◆ Aim of the exercise:
The records below need to be repeated exactly, though not their pictures.

◆ Data supplied:
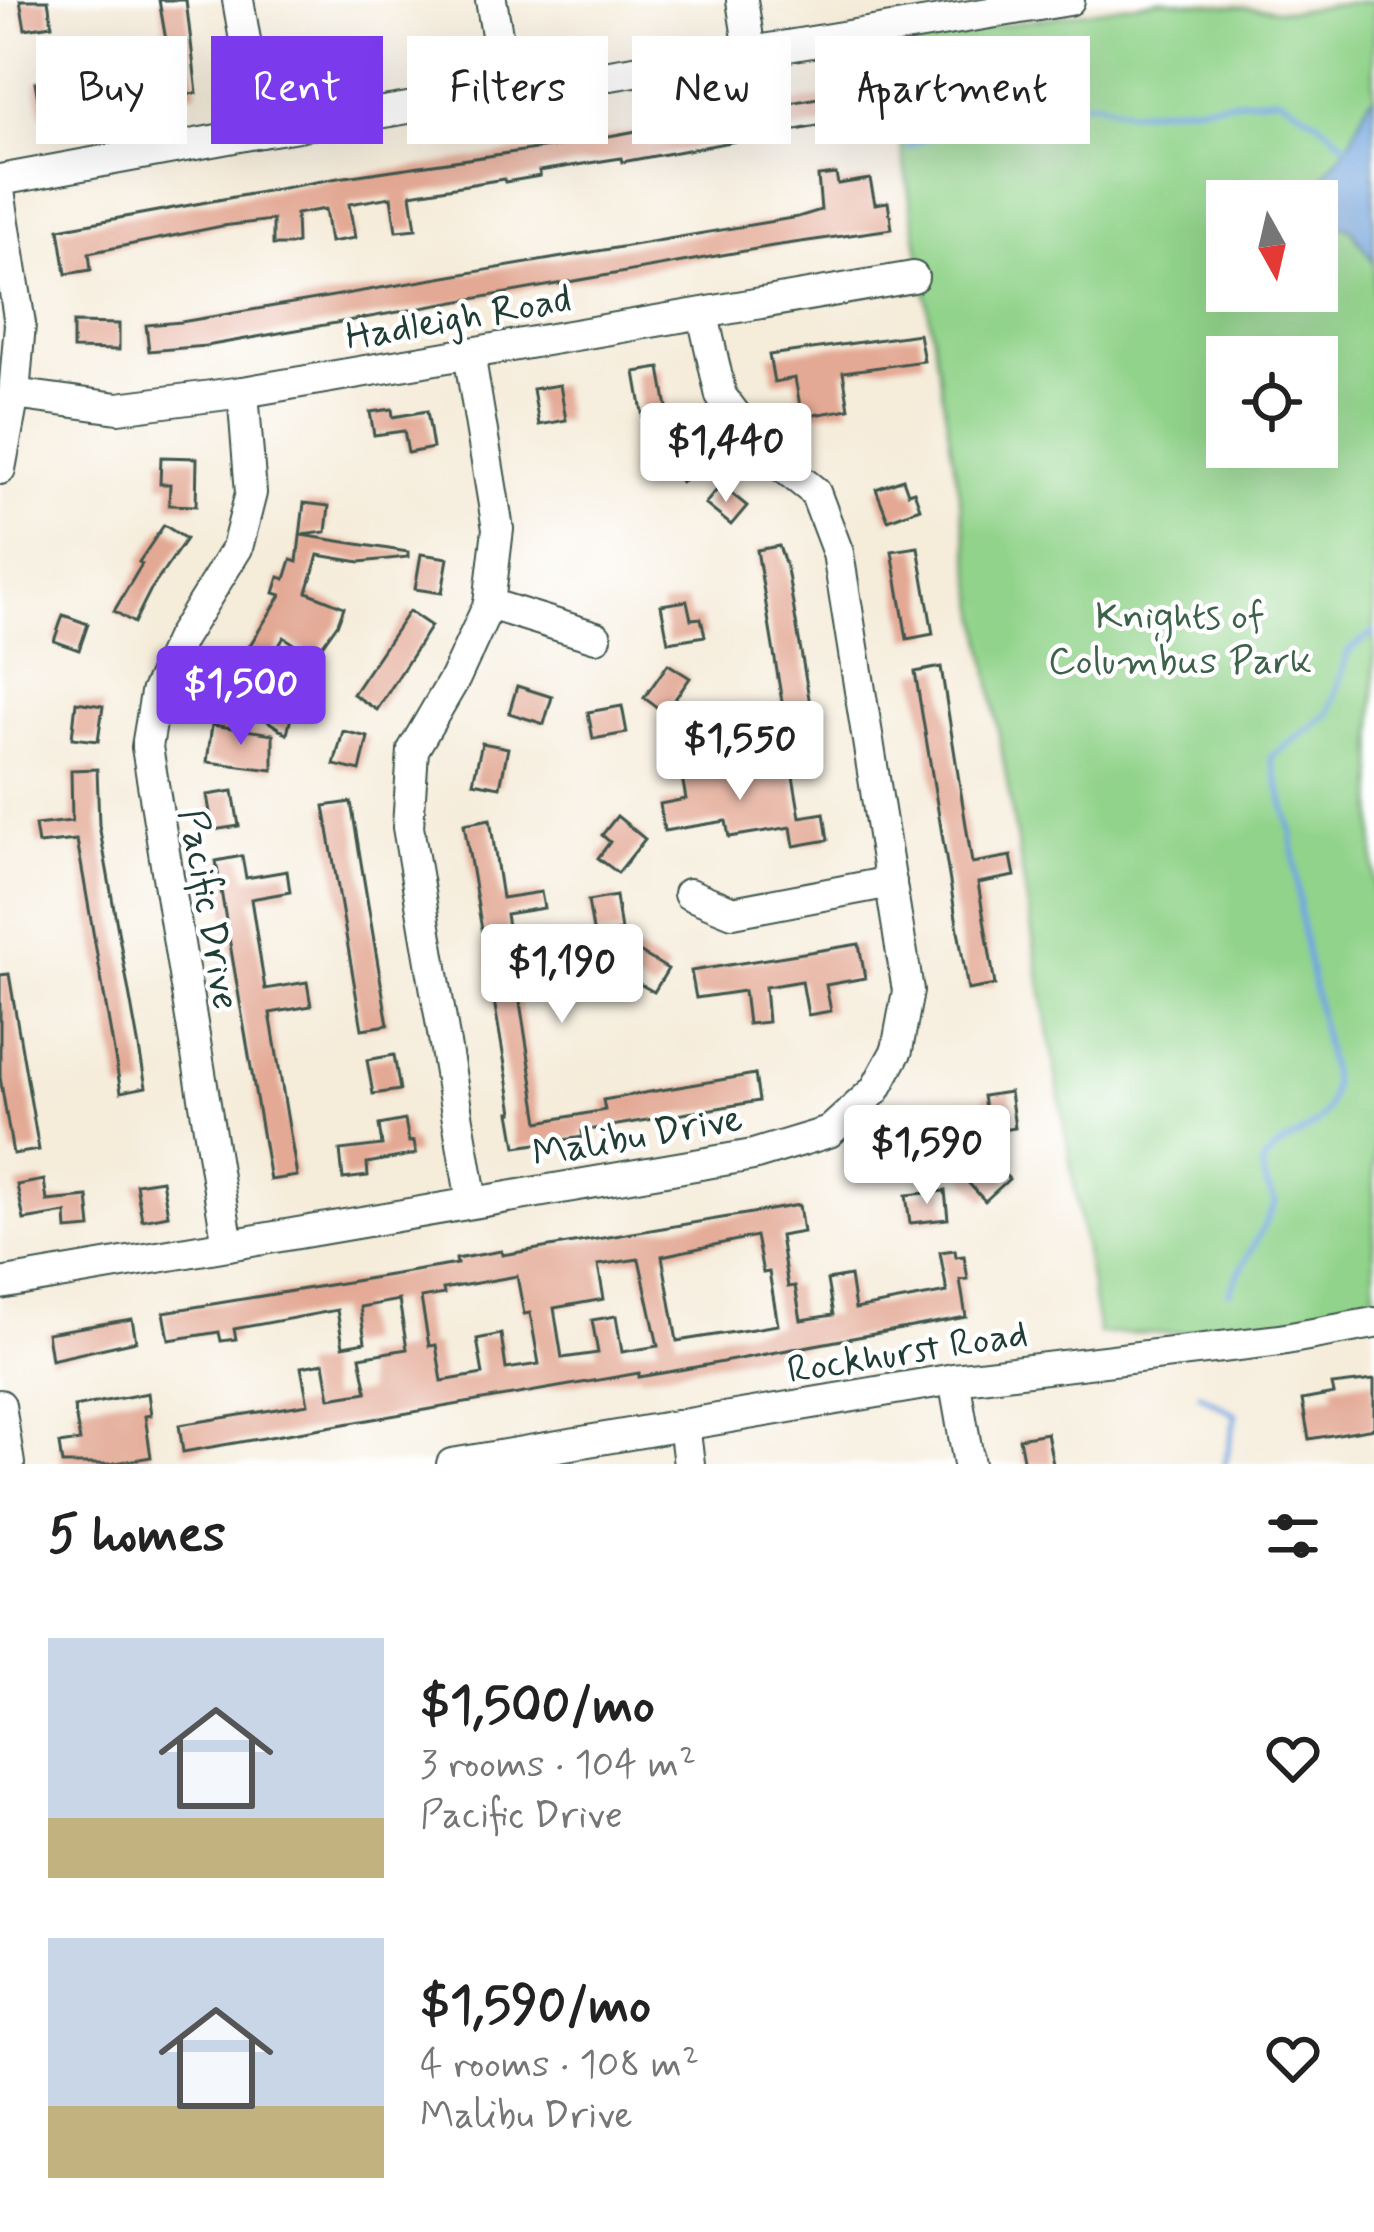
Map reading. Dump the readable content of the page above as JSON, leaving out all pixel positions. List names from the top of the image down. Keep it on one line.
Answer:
{"streets":{"street":["Hadleigh Road","Pacific Drive","Malibu Drive","Rockhurst Road"]},"crossings":[["Hadleigh Road","Pacific Drive"],["Hadleigh Road","Malibu Drive"],["Pacific Drive","Malibu Drive"]],"parks":["Knights of Columbus Park"],"north":"bottom","page":{"chip":["Buy","Rent","Filters","New","Apartment"],"price":["$1,440","$1,500","$1,550","$1,190","$1,590"],"heading":"5 homes","list":[{"name":"$1,500/mo","note":"3 rooms · 104 m² · Pacific Drive"},{"name":"$1,590/mo","note":"4 rooms · 108 m² · Malibu Drive"}]}}
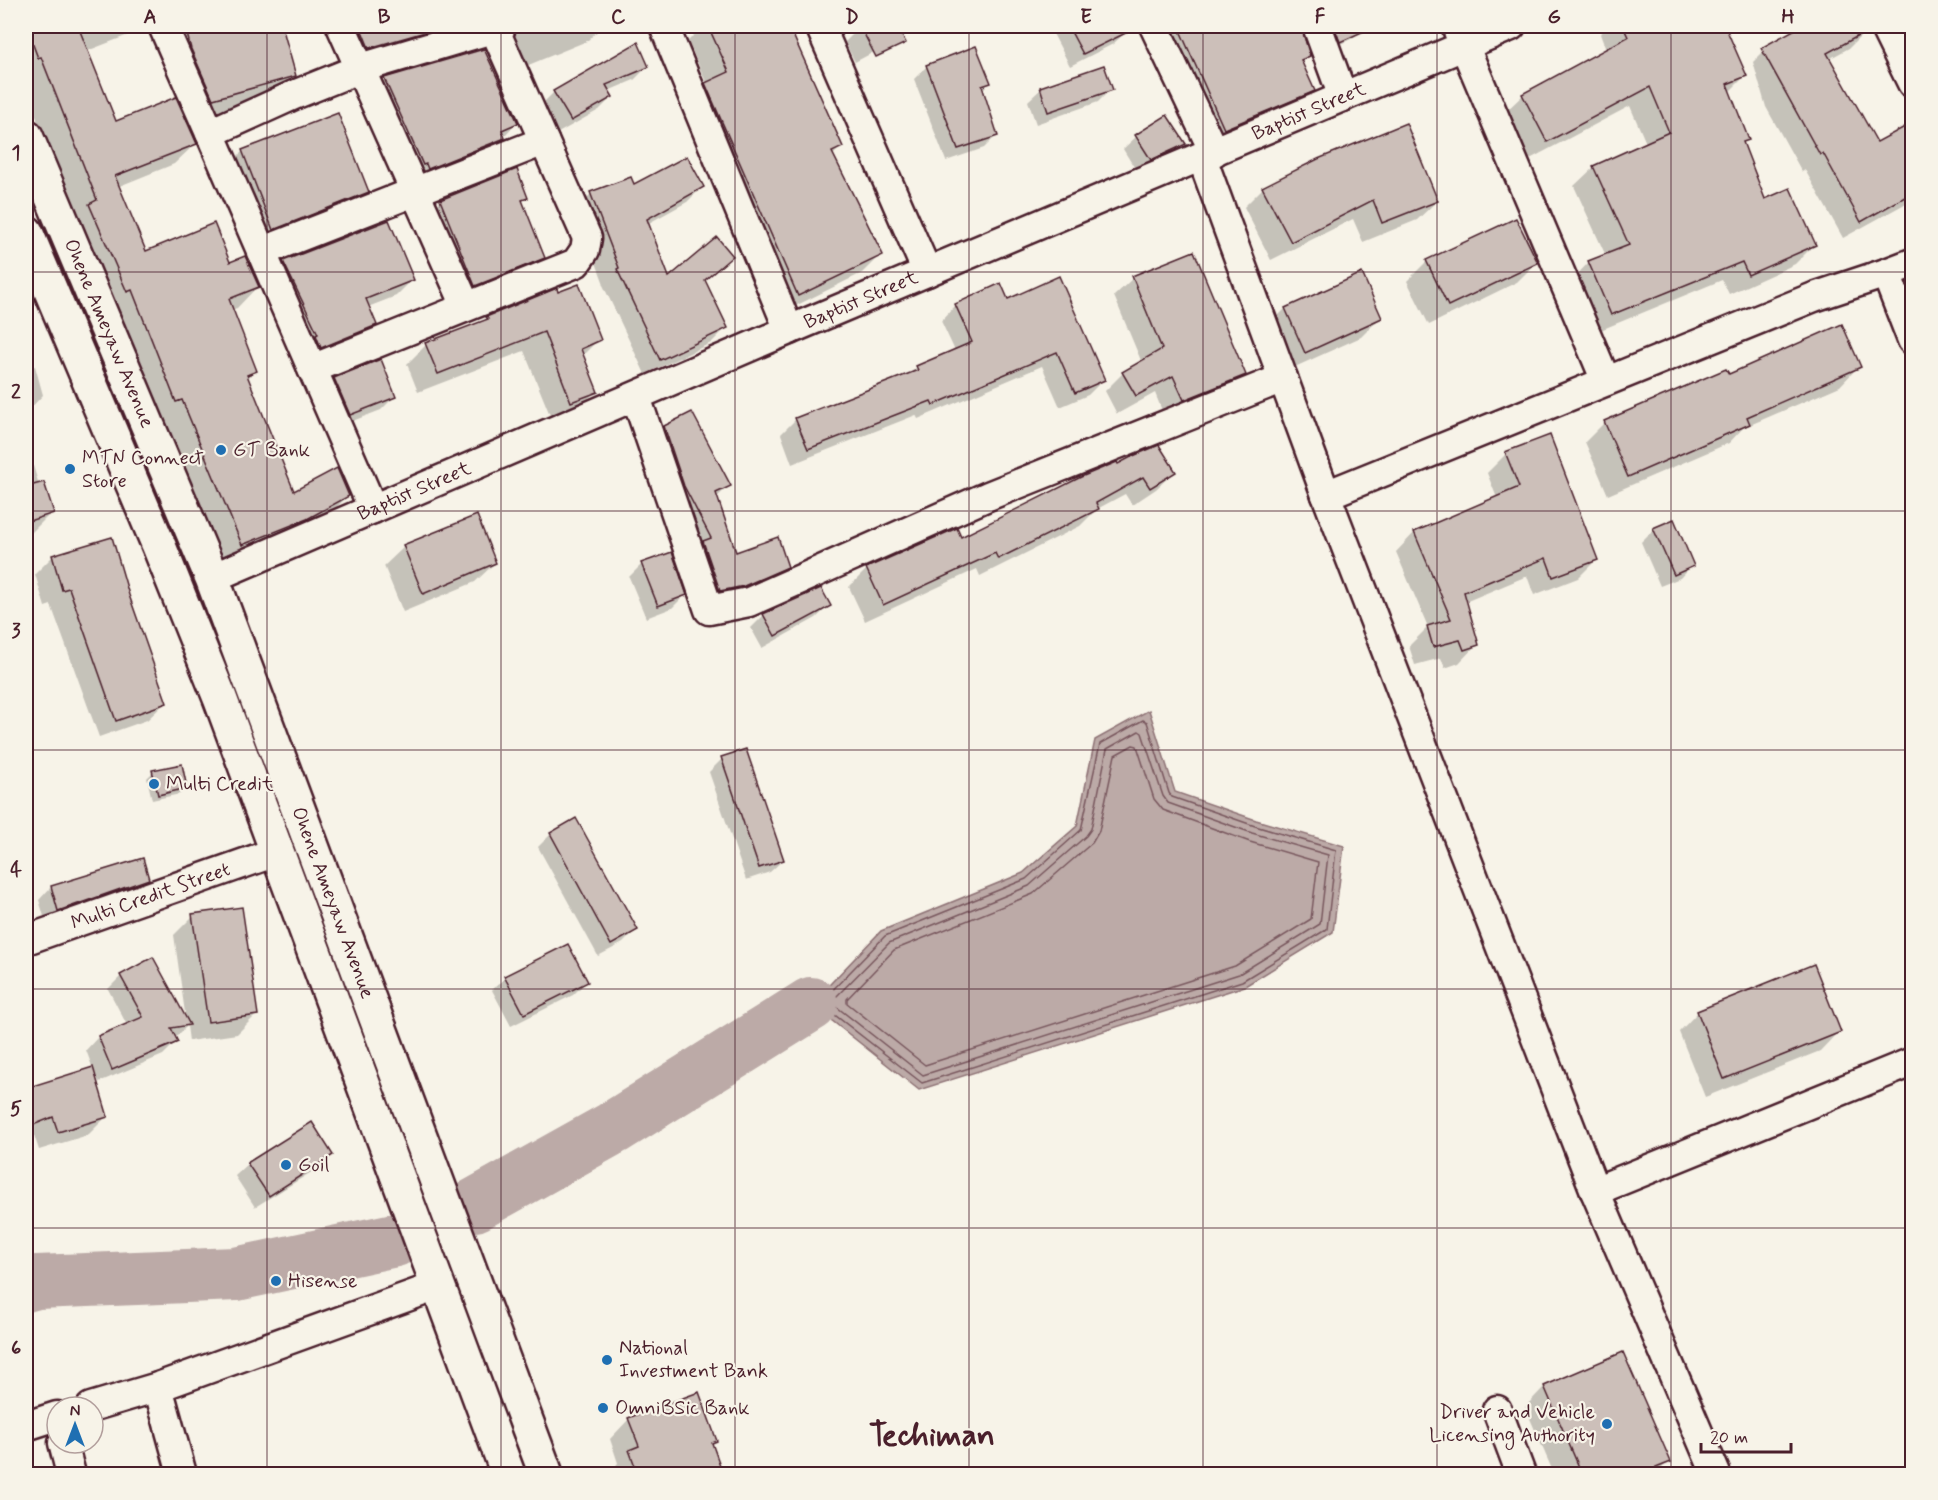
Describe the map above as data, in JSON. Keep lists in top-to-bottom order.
{
  "streets": {
    "highway": ["Ohene Ameyaw Avenue"],
    "street": ["Baptist Street", "Multi Credit Street"]
  },
  "crossings": [
    ["Baptist Street", "Ohene Ameyaw Avenue"],
    ["Ohene Ameyaw Avenue", "Multi Credit Street"]
  ],
  "districts": ["Techiman"],
  "places": [
    "GT Bank",
    "MTN Connect Store",
    "Multi Credit",
    "Goil",
    "Hisense",
    "National Investment Bank",
    "OmniBSic Bank",
    "Driver and Vehicle Licensing Authority"
  ],
  "scale_bar": "20 m",
  "north": "top",
  "grid": {
    "columns": [
      "A",
      "B",
      "C",
      "D",
      "E",
      "F",
      "G",
      "H"
    ],
    "rows": [
      "1",
      "2",
      "3",
      "4",
      "5",
      "6"
    ]
  }
}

◆ Result:
Map reading. Dump the readable content of the page above as JSON, leaving out all pixel positions. List names from the top of the image down. Keep it on one line.
Answer:
{"streets":{"street":["Hadleigh Road","Pacific Drive","Malibu Drive","Rockhurst Road"]},"crossings":[["Hadleigh Road","Pacific Drive"],["Hadleigh Road","Malibu Drive"],["Pacific Drive","Malibu Drive"]],"parks":["Knights of Columbus Park"],"north":"bottom","page":{"chip":["Buy","Rent","Filters","New","Apartment"],"price":["$1,440","$1,500","$1,550","$1,190","$1,590"],"heading":"5 homes","list":[{"name":"$1,500/mo","note":"3 rooms · 104 m² · Pacific Drive"},{"name":"$1,590/mo","note":"4 rooms · 108 m² · Malibu Drive"}]}}
Describe the map above as data, in JSON. Keep lists in top-to-bottom order.
{
  "streets": {
    "highway": ["Ohene Ameyaw Avenue"],
    "street": ["Baptist Street", "Multi Credit Street"]
  },
  "crossings": [
    ["Baptist Street", "Ohene Ameyaw Avenue"],
    ["Ohene Ameyaw Avenue", "Multi Credit Street"]
  ],
  "districts": ["Techiman"],
  "places": [
    "GT Bank",
    "MTN Connect Store",
    "Multi Credit",
    "Goil",
    "Hisense",
    "National Investment Bank",
    "OmniBSic Bank",
    "Driver and Vehicle Licensing Authority"
  ],
  "scale_bar": "20 m",
  "north": "top",
  "grid": {
    "columns": [
      "A",
      "B",
      "C",
      "D",
      "E",
      "F",
      "G",
      "H"
    ],
    "rows": [
      "1",
      "2",
      "3",
      "4",
      "5",
      "6"
    ]
  }
}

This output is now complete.